それが2013年初頭に、初の主役「たまこまーけっと」の北白川たまこ
を射止め、同じ年に2022年末現在でも続いている長命ゲームコンテンツ、「THE IDOLM@STER CINDERELLA GIRLS」の色気溢れる女子大生アイドル新田美波
にキャスティングされる。ここで安定した歌唱力を魅せたあやちゃんは、他にもいくつか「歌う」役を得ることになる。そして同年後半にキャスティングされたのが、あやちゃんの他はそうそうたるメンツで固められた、熱血ナンセンスギャグ学園バトルアニメ、「キルラキル」の満艦飾マコ。
この満艦飾マコが超絶当たり役かつドハマり役で、さらにこの作品であやちゃんは多くは前世紀から活動するベテラン声優に囲まれて、「古き良き日本アニメ」の現場の洗礼を受けることになる。最近の分業かつデジタル技術を駆使した効率的かつスマートに制作された作品も、アニメを「商業活動」と考えた場合はそれはそれで必要だが、全員で一発でせーの、で録って、終わった後にはみんなで飲みに行って、役者の演技によって触発され脚本をダイナミックに修正していく...という「古き良き日本アニメ」を経験できた最後の世代?になったのは、あやちゃんの芸風に大きな影響を与えていると思う。
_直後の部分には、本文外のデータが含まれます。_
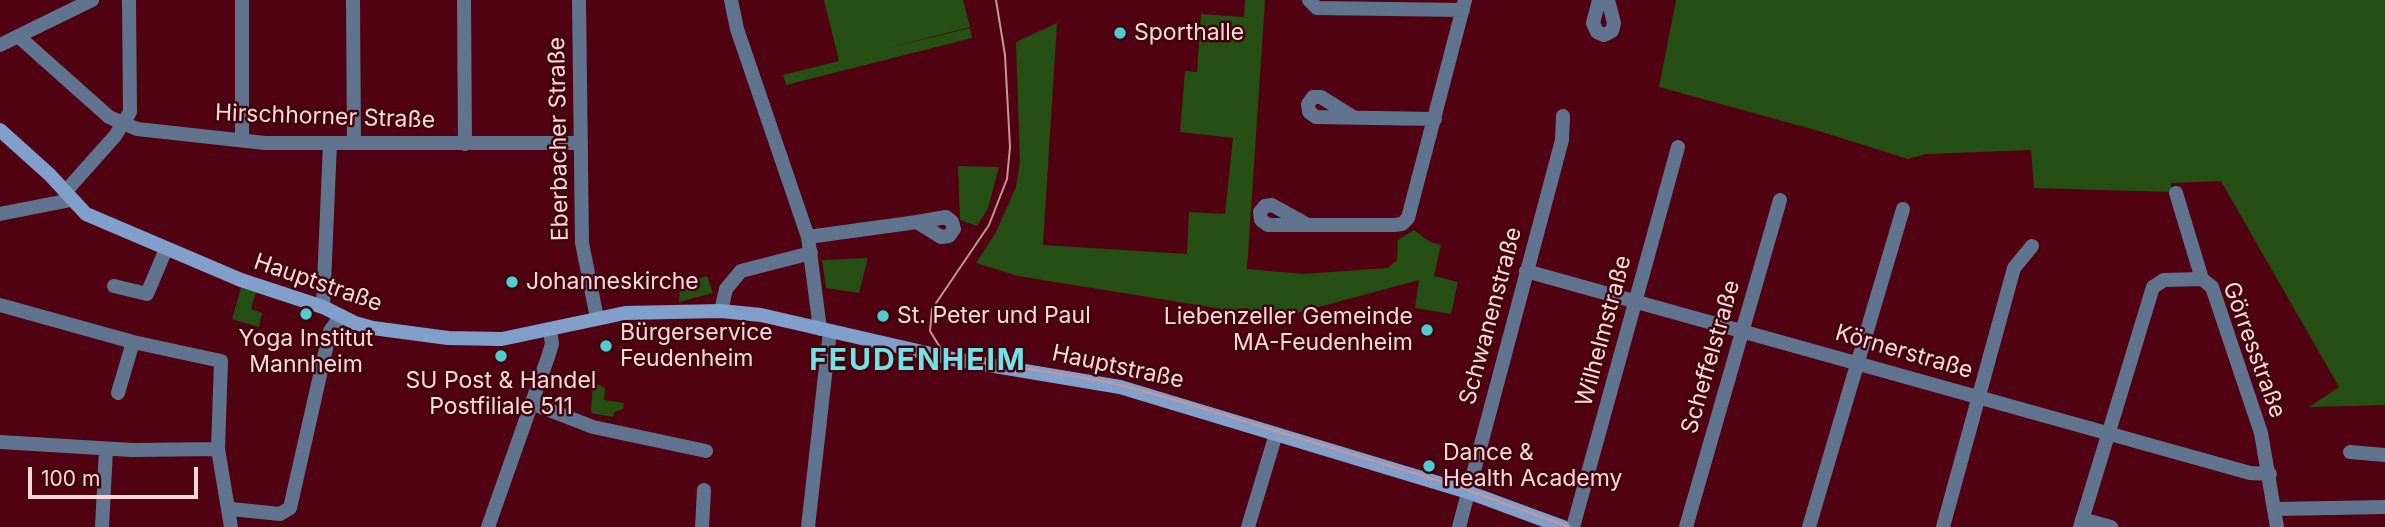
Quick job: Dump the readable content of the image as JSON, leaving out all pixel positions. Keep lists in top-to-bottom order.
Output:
{
  "streets": {
    "street": [
      "Hirschhorner Straße",
      "Eberbacher Straße",
      "Hauptstraße",
      "Schwanenstraße",
      "Wilhelmstraße",
      "Görresstraße",
      "Körnerstraße",
      "Scheffelstraße"
    ]
  },
  "crossings": [
    ["Hirschhorner Straße", "Eberbacher Straße"],
    ["Eberbacher Straße", "Hauptstraße"],
    ["Hauptstraße", "Schwanenstraße"],
    ["Schwanenstraße", "Körnerstraße"],
    ["Wilhelmstraße", "Körnerstraße"],
    ["Görresstraße", "Körnerstraße"],
    ["Körnerstraße", "Scheffelstraße"]
  ],
  "districts": ["FEUDENHEIM"],
  "places": [
    "Sporthalle",
    "Johanneskirche",
    "Yoga Institut Mannheim",
    "St. Peter und Paul",
    "Liebenzeller Gemeinde MA-Feudenheim",
    "Bürgerservice Feudenheim",
    "SU Post & Handel Postfiliale 511",
    "Dance & Health Academy"
  ],
  "scale_bar": "100 m"
}
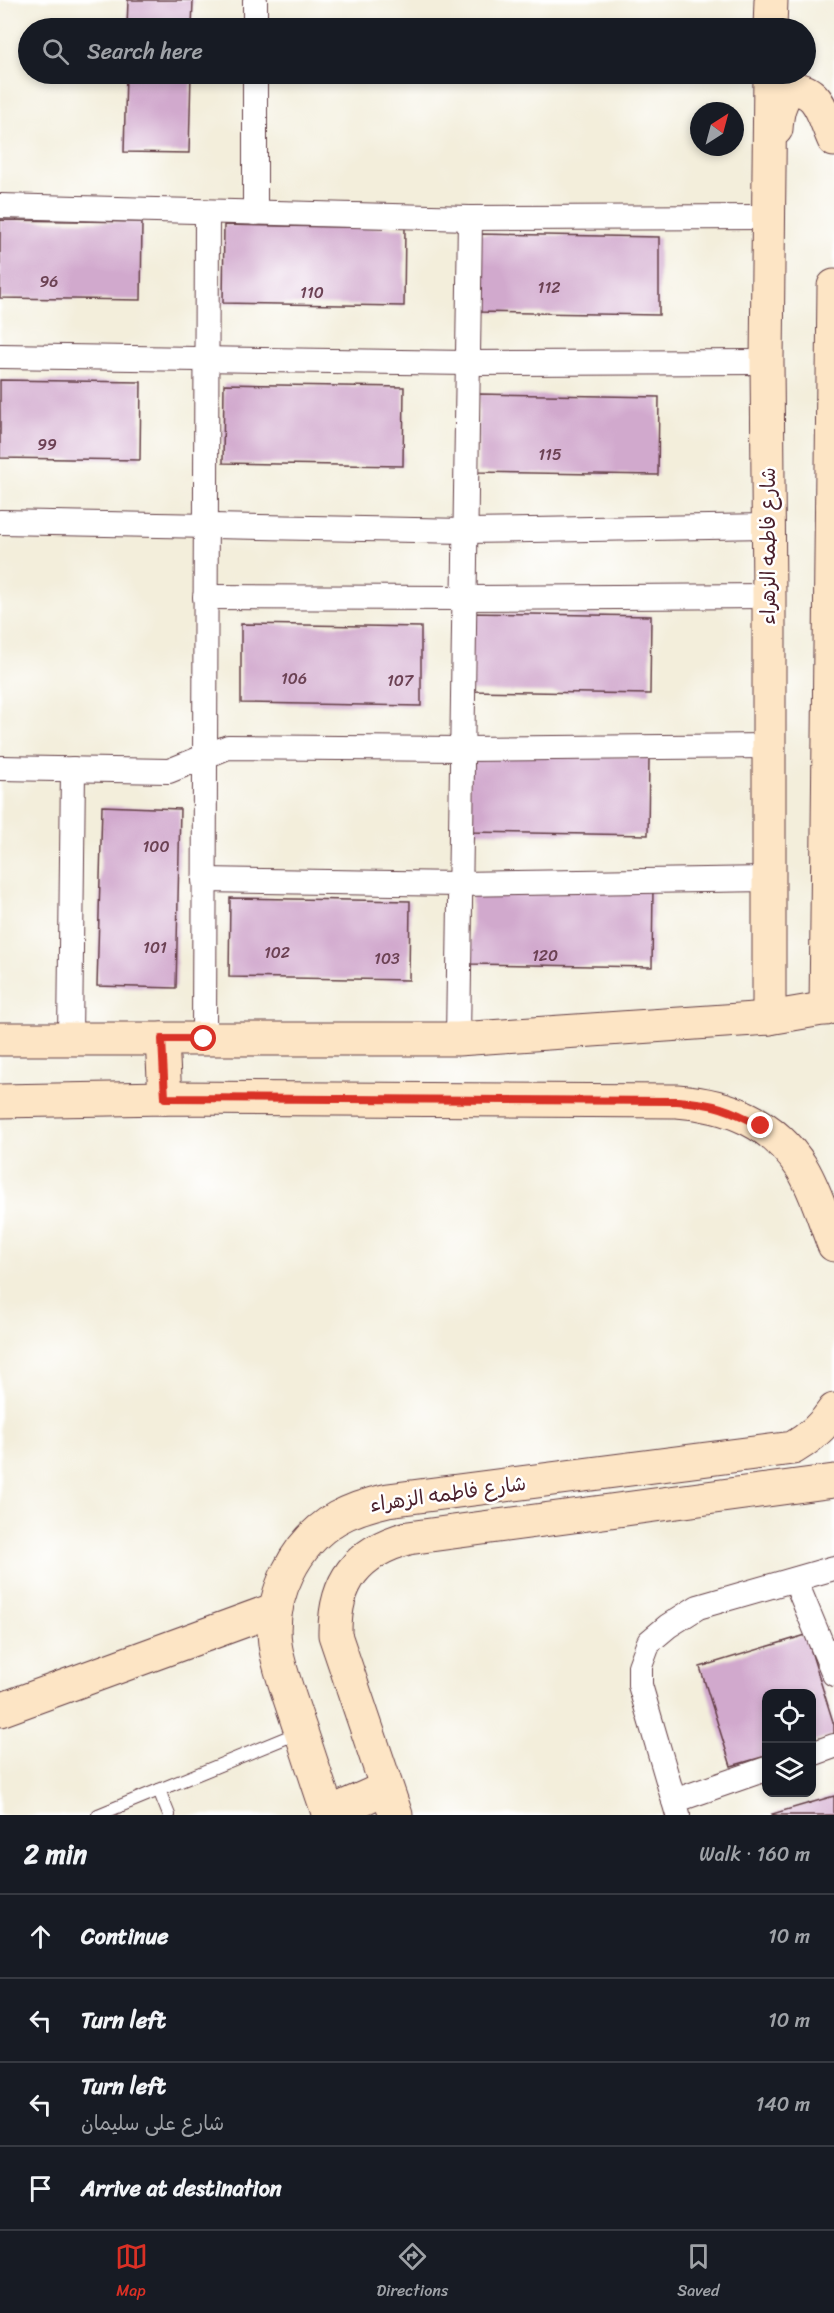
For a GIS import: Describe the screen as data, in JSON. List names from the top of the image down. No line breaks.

その「キルラキル」の原作およびシリーズ構成と脚本を手がけた中島かずきが、自分が脚本を手がける劇団☆新感線とアニメ制作会社TRIGGERを中心に、関係があった様々な役者や声優と対談して、演技論などを訊いていく...という対談が2019~2020年にかけて「月刊ニュータイプ」に掲載された。それをまとめた本が「中島かずきと役者人(やくしゃびと)」。
ここで対談したのは、あやちゃんの他に
・早乙女太一&早乙女友貴(太一とは中島が原作の劇団☆新感線「修羅天魔~髑髏城の七人」でのつながり。友貴とは同じく劇団☆新感線の「蒼の乱」でのつながり←「蒼の乱」には太一も出演)
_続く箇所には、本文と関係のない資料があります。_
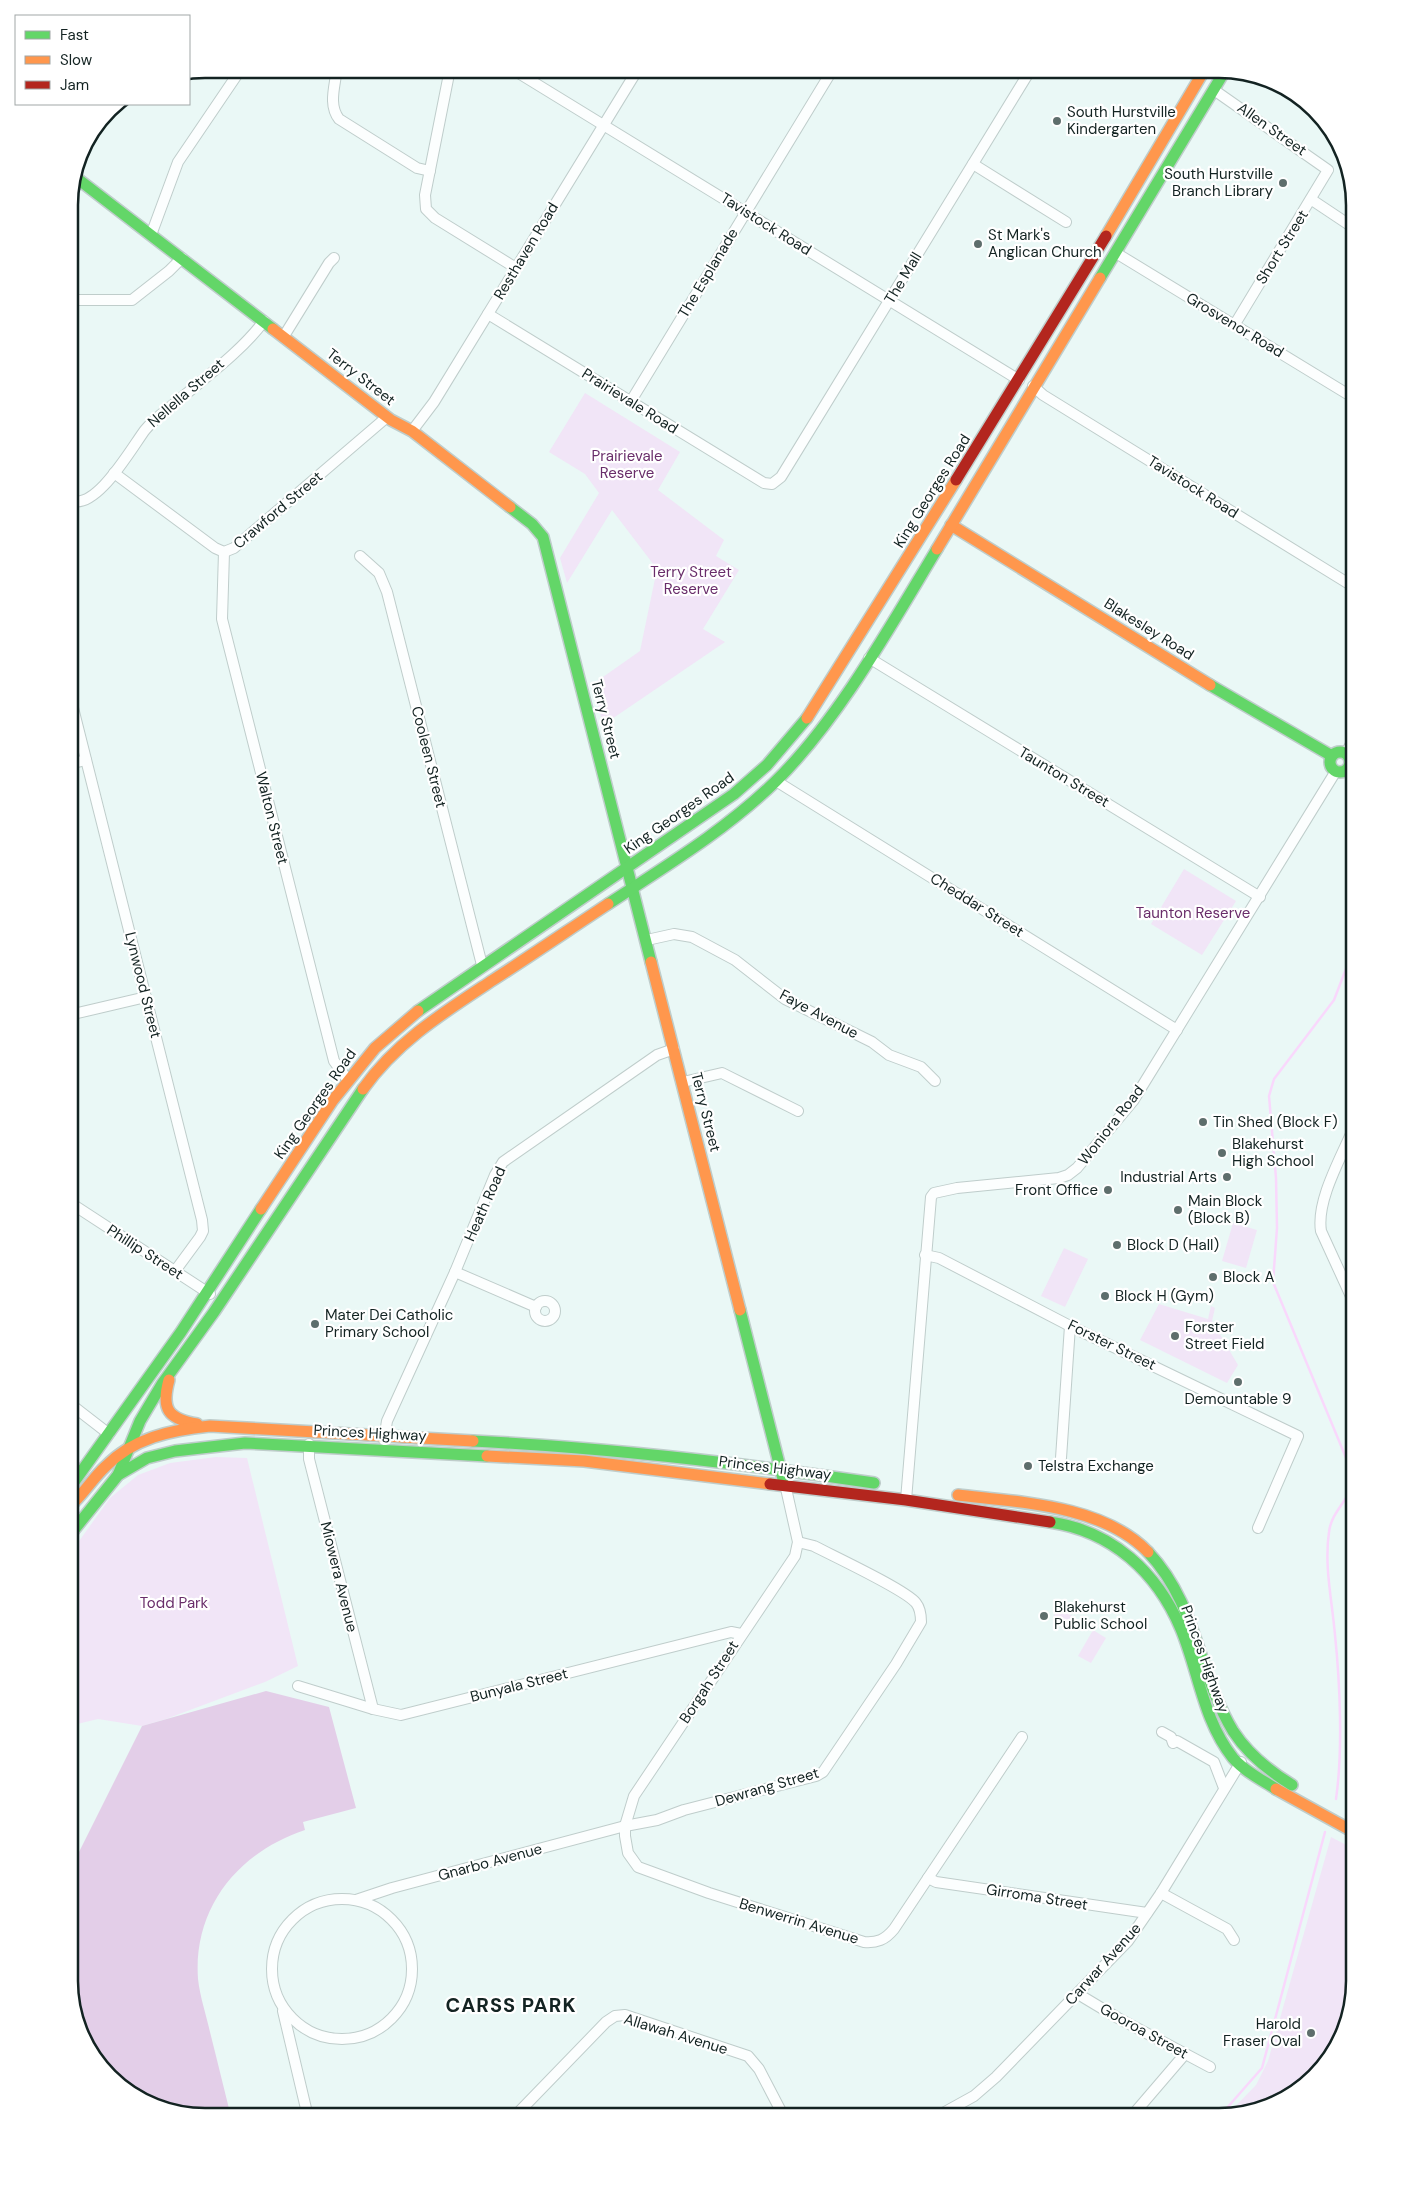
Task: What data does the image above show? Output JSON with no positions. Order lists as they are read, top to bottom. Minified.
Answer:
{"streets":{"main road":["Terry Street","King Georges Road","Blakesley Road","Princes Highway"],"street":["Allen Street","Tavistock Road","Short Street","Resthaven Road","The Esplanade","The Mall","Grosvenor Road","Nellella Street","Prairievale Road","Crawford Street","Cooleen Street","Taunton Street","Walton Street","Cheddar Street","Lynwood Street","Faye Avenue","Woniora Road","Heath Road","Phillip Street","Forster Street","Miowera Avenue","Borgah Street","Bunyala Street","Dewrang Street","Gnarbo Avenue","Girroma Street","Benwerrin Avenue","Carwar Avenue","Gooroa Street","Allawah Avenue"]},"crossings":[["Allen Street","Short Street"],["Allen Street","King Georges Road"],["Tavistock Road","Resthaven Road"],["Tavistock Road","The Esplanade"],["Tavistock Road","The Mall"],["Tavistock Road","King Georges Road"],["Short Street","Grosvenor Road"],["Resthaven Road","Terry Street"],["Resthaven Road","Prairievale Road"],["The Esplanade","Prairievale Road"],["The Mall","Prairievale Road"],["Grosvenor Road","King Georges Road"],["Terry Street","Nellella Street"],["Terry Street","King Georges Road"],["Terry Street","Crawford Street"],["Terry Street","Faye Avenue"],["Terry Street","Heath Road"],["Terry Street","Princes Highway"],["Nellella Street","Crawford Street"],["King Georges Road","Blakesley Road"],["King Georges Road","Cooleen Street"],["King Georges Road","Taunton Street"],["King Georges Road","Walton Street"],["King Georges Road","Cheddar Street"],["King Georges Road","Phillip Street"],["King Georges Road","Princes Highway"],["Crawford Street","Walton Street"],["Taunton Street","Woniora Road"],["Cheddar Street","Woniora Road"],["Lynwood Street","Phillip Street"],["Woniora Road","Forster Street"],["Woniora Road","Princes Highway"],["Heath Road","Princes Highway"],["Princes Highway","Miowera Avenue"],["Princes Highway","Carwar Avenue"],["Miowera Avenue","Bunyala Street"],["Borgah Street","Bunyala Street"],["Borgah Street","Dewrang Street"],["Borgah Street","Gnarbo Avenue"],["Borgah Street","Benwerrin Avenue"],["Dewrang Street","Gnarbo Avenue"],["Dewrang Street","Benwerrin Avenue"],["Gnarbo Avenue","Benwerrin Avenue"],["Girroma Street","Benwerrin Avenue"],["Girroma Street","Carwar Avenue"],["Carwar Avenue","Gooroa Street"]],"districts":["CARSS PARK"],"parks":["Prairievale Reserve","Terry Street Reserve","Taunton Reserve","Todd Park"],"places":["South Hurstville Kindergarten","South Hurstville Branch Library","St Mark's Anglican Church","Tin Shed (Block F)","Blakehurst High School","Industrial Arts","Front Office","Main Block (Block B)","Block D (Hall)","Block A","Block H (Gym)","Mater Dei Catholic Primary School","Forster Street Field","Demountable 9","Telstra Exchange","Blakehurst Public School","Harold Fraser Oval"],"legend":["Fast","Slow","Jam"]}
・新谷真弓(TRIGGER制作「キルラキル」蛇崩乃音)
・松山ケンイチ(劇団☆新感線の「蒼の乱」や「修羅天魔~髑髏城の七人」)
・堺雅人(TRIGGER制作「プロメア」クレイ・フォーサイト)
・朴璐美(TRIGGER制作「キルラキル」鬼龍院羅暁)
・梶裕貴(日米で公開された中島脚本の「ニンジャバットマン」のロビン)
・宮野真守(劇団☆新感線の「修羅天魔~髑髏城の七人」の捨之介)
・藤原さくら(中島作品の大ファン。「プロメア」や「天元突破グレンラガン」に感銘を受ける)
・粟根まこと(劇団☆新感線所属なので、中島とは多くの作品で関わっている)
・上川隆也(中島が脚本を書いた劇場版「天元突破グレンラガン」アンチ・スパイラル)
・福士蒼汰(中島が脚本を書いた劇場版「仮面ライダーフォーゼ」の仮面ライダーフォーゼ(如月弦太朗 役))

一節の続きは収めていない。